Cosa controllare in un Preventivo per Pannelli Solari

Ci siamo. Abbiamo deciso di installare un impianto fotovoltaico e ora quello che ci rimane da fare è chiedere un preventivo alle ditte specializzate. Cosa dobbiamo controllare quando ci viene presentato? Quali sono le caratteristiche che devono essere espressamente indicate nel preventivo?

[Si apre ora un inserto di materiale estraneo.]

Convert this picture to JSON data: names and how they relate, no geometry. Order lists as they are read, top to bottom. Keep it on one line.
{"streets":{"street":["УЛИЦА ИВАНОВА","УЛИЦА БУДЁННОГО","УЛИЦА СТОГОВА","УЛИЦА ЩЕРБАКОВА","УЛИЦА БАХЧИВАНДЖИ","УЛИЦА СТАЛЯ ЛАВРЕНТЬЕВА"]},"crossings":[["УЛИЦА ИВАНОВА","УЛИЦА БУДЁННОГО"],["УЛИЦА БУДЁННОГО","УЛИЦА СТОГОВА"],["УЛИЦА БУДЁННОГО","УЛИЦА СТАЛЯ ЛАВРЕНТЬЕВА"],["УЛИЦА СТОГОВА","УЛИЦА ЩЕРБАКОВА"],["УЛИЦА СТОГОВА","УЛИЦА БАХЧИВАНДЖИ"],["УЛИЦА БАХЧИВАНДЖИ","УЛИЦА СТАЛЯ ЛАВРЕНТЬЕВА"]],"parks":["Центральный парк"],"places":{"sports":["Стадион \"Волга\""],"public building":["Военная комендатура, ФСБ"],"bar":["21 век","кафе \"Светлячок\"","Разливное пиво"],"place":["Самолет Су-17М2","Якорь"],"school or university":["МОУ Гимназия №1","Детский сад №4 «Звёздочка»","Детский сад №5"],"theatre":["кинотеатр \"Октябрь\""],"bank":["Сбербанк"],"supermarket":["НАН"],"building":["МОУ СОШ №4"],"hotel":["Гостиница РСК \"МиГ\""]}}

E alla fine, quale scegliere? In base al prezzo? Alle caratteristiche dei vari componenti? Cerchiamo con calma di rispondere a tutte le domande.

Innanzitutto quando ci rivolgiamo a degli specialisti e parliamo di pannelli solari loro intendono quelli termici, per la produzione di acqua calda, noi invece ci riferiamo ai moduli per produrre energia elettrica e godere delle tariffe incentivanti del quinto conto energia. Tecnicamente si chiamano pannelli fotovoltaici.preventivo pannelli solari

Cosa dobbiamo chiedere in un preventivo.

La ditta dovrà venire ad effettuare un sopralluogo nel posto dove avremo intenzione di installarli. Che si tratti del tetto di casa, del giardino, di un terreno agricolo, la cosa fondamentale è l’esposizione. I moduli fotovoltaici debbono essere il più possibile esposti al sole, con la giusta inclinazione ed orientamento (meglio sud-est).
A questo link è possibile controllare la giusta inclinazione  che il proprio impianto deve avere nel comune di appartenenza ed estrapolare la quantità di energia elettrica che si può produrre.

In ogni caso non ci devono essere zone d’ombre che nel corso della giornata vadano ad oscurare i moduli, ad esempio alberi, pali della luce ecc. Il perchè è presto chiarito. La zona d’ombra interrompe la produzione di energia elettrica, non solo del pannello oscurato, ma di tutti i moduli ad esso connesso (si chiamano stringhe l’insieme dei pannelli collegati). Quindi avremo un decadimento costante nella produzione.
Se il nostro tetto è esposto a nord difficilmente potremo pensare ad un’installazione.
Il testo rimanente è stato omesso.